▸ DIRECTIONS:
Scan the data below. Pull out each line where "color" occurs.

....

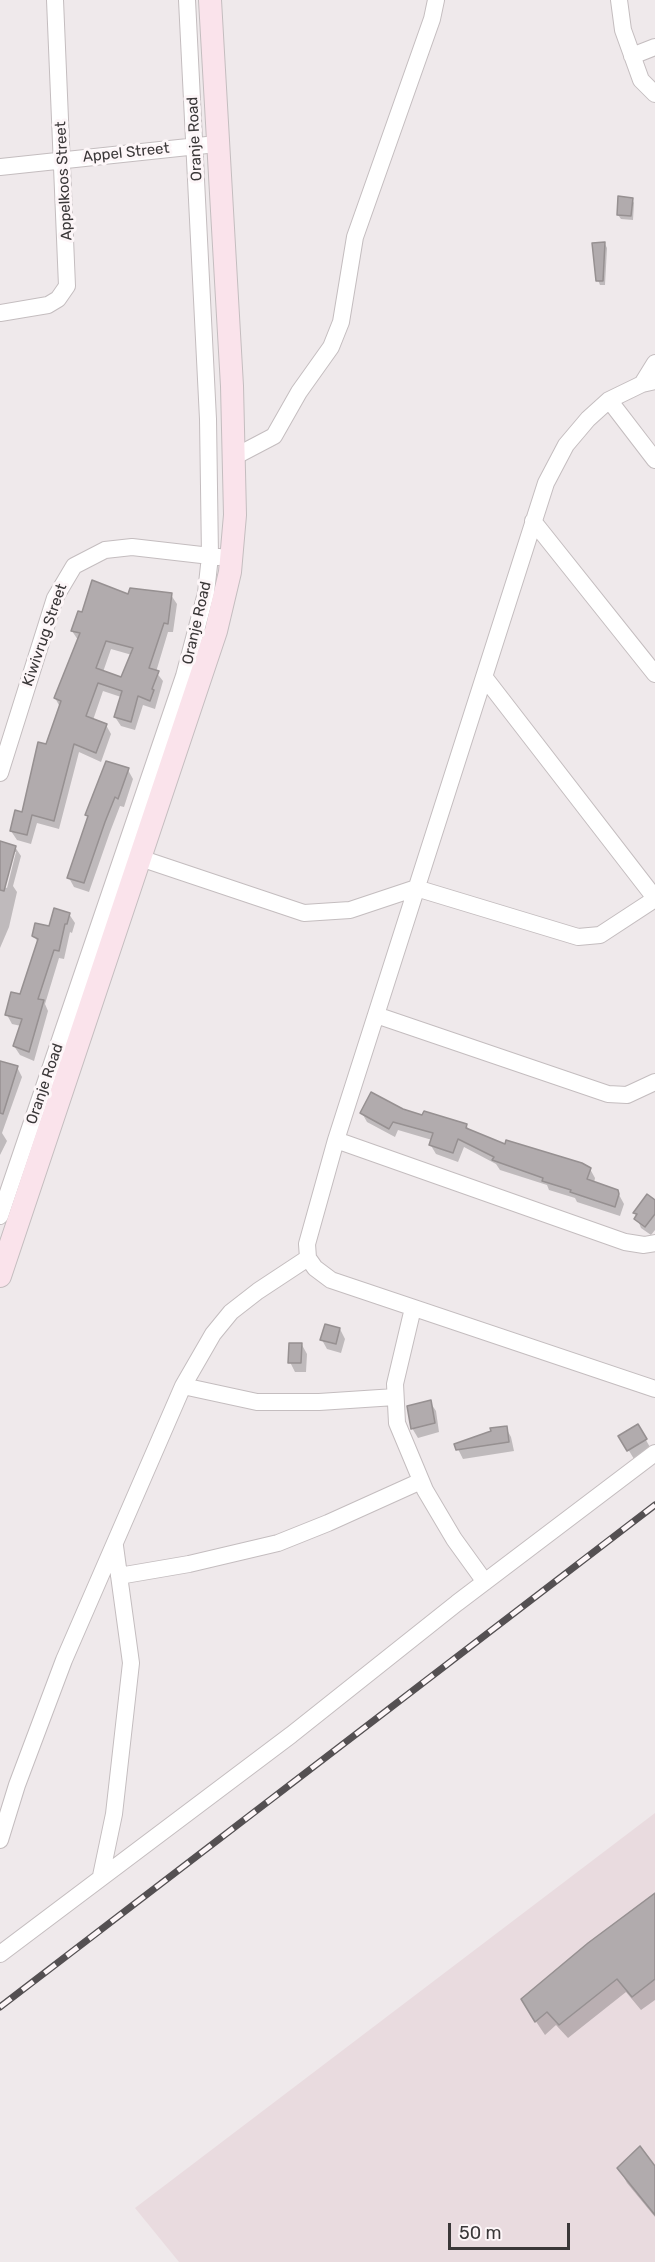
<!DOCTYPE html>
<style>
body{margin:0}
#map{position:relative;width:655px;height:2262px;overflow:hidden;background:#efe9eb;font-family:Rubik,sans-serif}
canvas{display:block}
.scale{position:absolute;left:448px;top:2223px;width:122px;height:27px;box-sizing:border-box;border:3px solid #3a3738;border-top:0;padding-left:8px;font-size:18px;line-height:21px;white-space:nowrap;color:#3a3738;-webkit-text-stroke:4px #fdf6f8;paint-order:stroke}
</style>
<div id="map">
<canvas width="655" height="2262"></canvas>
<div class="scale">50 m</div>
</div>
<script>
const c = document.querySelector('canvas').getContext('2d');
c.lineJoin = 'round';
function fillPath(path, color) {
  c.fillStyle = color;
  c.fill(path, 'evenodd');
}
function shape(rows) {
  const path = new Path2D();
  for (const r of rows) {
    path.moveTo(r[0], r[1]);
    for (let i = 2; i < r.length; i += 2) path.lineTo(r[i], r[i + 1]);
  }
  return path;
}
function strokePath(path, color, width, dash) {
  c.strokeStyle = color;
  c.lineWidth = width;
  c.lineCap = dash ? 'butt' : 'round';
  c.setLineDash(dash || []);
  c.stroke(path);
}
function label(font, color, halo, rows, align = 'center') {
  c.font = font + ' Rubik,sans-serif';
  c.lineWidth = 6;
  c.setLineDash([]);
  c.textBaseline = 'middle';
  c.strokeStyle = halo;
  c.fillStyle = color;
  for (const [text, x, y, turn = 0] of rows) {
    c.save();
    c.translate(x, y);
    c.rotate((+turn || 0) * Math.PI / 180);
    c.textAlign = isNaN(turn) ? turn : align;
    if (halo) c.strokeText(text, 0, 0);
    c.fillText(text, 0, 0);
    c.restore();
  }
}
const built = shape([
 [655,1813,655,2262,179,2262,135,2208]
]);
const shadow = shape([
 [632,199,634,203,633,220,621,219,618,215],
 [605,244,607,248,605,285,600,285,598,280],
 [171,595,177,604,173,632,168,632,156,672,163,681,155,709,143,705,135,730,121,726,115,717,121,697,103,691,93,720,106,725,111,734,101,762,79,752,59,829,37,823,31,844,17,840,11,831,23,813,60,707,55,698,78,640,72,631,129,597],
 [111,649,132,655,121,679,103,672],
 [128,770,133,779,124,807,120,806,110,832,89,892,74,887,69,878,89,819,87,815],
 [15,847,21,856,13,886,17,892,9,927,0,948,0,848],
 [13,852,16,852,7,888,4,887],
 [69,914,75,923,72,933,70,932,64,959,59,958,45,1004,48,1011,34,1061,20,1055,14,1046,21,1026,12,1024,7,1015,21,996,38,943,34,935],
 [0,1063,17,1067,22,1077,2,1133,7,1141,0,1155],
 [402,1110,466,1125,470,1131,506,1146,590,1169,595,1178,594,1183,617,1191,624,1204,620,1216,577,1202,575,1198,549,1190,547,1185,500,1170,496,1164,464,1147,458,1162,436,1154,430,1144,432,1140,398,1130,395,1137,367,1122,362,1113],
 [655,1202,655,1230,651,1235,641,1228,635,1213],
 [340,1329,345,1339,341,1353,327,1349,322,1340],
 [302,1345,307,1354,306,1372,295,1372,290,1362],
 [430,1402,436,1411,439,1432,418,1438,412,1428],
 [638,1426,651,1449,634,1459,620,1436],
 [506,1428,511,1437,514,1451,463,1459,456,1445],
 [655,1894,655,2000,641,2010,626,1992,568,2038,556,2025,545,2035,531,2014],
 [619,2168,655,2169,655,2217,627,2183]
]);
const building = shape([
 [618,196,633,198,631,216,617,215,618,196],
 [605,242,603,281,596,281,592,243,605,242],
 [92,580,128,594,130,588,172,593,168,624,164,623,149,668,159,671,152,689,154,690,150,701,138,696,131,722,114,717,122,691,98,683,86,716,107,724,96,753,74,744,54,821,32,815,27,835,10,831,15,810,22,812,38,742,46,744,61,701,54,698,80,633,71,631,78,611,82,612,92,580],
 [106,641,133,648,121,677,96,668,106,641],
 [106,761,129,768,118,799,115,797,105,822,84,883,67,878,88,816,85,815,106,761],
 [0,841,16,846,4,891,0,890,0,841],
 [54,908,70,913,67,924,65,924,59,951,54,950,38,999,44,1000,29,1052,13,1046,22,1019,5,1015,11,992,20,994,38,939,32,936,35,923,49,926,54,908],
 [0,1061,18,1066,3,1114,0,1113,0,1061],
 [371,1092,403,1109,422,1115,424,1111,467,1124,466,1128,505,1144,506,1140,582,1163,591,1168,587,1179,618,1190,619,1194,615,1207,570,1192,571,1190,542,1181,543,1178,492,1160,494,1157,458,1139,453,1153,429,1145,433,1133,393,1122,389,1129,360,1113,371,1092],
 [647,1194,655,1200,655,1214,645,1227,634,1219,637,1214,633,1213,647,1194],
 [325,1324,340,1328,336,1344,320,1340,325,1324],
 [289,1343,302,1343,301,1363,288,1363,289,1343],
 [431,1400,435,1423,411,1429,407,1406,431,1400],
 [638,1424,647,1439,627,1451,618,1436,638,1424],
 [507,1426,509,1442,456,1450,454,1444,491,1431,490,1428,507,1426],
 [655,1893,655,1979,632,1997,617,1979,559,2025,547,2012,535,2022,521,1999,588,1943,655,1893],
 [640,2146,655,2166,655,2215,617,2168,640,2146]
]);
const street = shape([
 [619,0,623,30,641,80,655,94],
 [632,56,655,47],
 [0,167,207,145],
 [0,313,48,305,58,299,67,286,55,0],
 [655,381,642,384,609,400,588,419,566,445,546,483,336,1140,307,1244,308,1258,315,1268,331,1280,655,1389],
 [642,384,655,363],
 [609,400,655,460],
 [234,457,274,436,299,392,331,347,341,322,355,237,432,19,436,0],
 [533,521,655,674],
 [485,678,655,898],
 [0,773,55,598,74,566,105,550,132,547,219,557],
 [140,858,304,913,350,910,416,888,578,937,600,935,655,899],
 [376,1015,608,1094,627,1095,655,1082],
 [336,1140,625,1242,644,1245,655,1243],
 [0,1216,184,676,206,593,210,556,208,419,187,0],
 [413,1308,395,1384,397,1423,425,1490,454,1539,485,1582],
 [183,1386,257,1402,319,1402,395,1397],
 [119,1576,189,1564,278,1543,328,1523,421,1481],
 [0,1840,17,1785,64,1660,183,1386,213,1334,231,1312,258,1291,308,1258],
 [101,1876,114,1814,131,1663,115,1546],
 [0,1954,291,1735,457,1603,655,1453]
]);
const secondary = shape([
 [0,1276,216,631,230,572,235,515,232,386,210,0]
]);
const rail = shape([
 [0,2007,655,1505]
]);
const streetNames = [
 ["Oranje Road",195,139,-93],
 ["Appel Street",126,153,-6],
 ["Appelkoos Street",64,181,-93],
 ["Oranje Road",197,623,-77],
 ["Kiwivrug Street",45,635,-71],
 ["Oranje Road",45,1084,-71]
];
fillPath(built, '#e9dbdf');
fillPath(shadow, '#0003');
fillPath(building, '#b1abad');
strokePath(building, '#969091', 1.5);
strokePath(street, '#c4bdbf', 18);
strokePath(secondary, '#c4bdbf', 24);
strokePath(street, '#fff', 16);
strokePath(secondary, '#fae3eb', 22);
strokePath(rail, '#545052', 7);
strokePath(rail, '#fdf6f8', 4.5, [14]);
label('15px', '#3a3738', '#fdf6f8', streetNames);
</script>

....

▸ SOLUTION FOR THIS EXERCISE:
.scale{position:absolute;left:448px;top:2223px;width:122px;height:27px;box-sizing:border-box;border:3px solid #3a3738;border-top:0;padding-left:8px;font-size:18px;line-height:21px;white-space:nowrap;color:#3a3738;-webkit-text-stroke:4px #fdf6f8;paint-order:stroke}
function fillPath(path, color) {
  c.fillStyle = color;
function strokePath(path, color, width, dash) {
  c.strokeStyle = color;
function label(font, color, halo, rows, align = 'center') {
  c.fillStyle = color;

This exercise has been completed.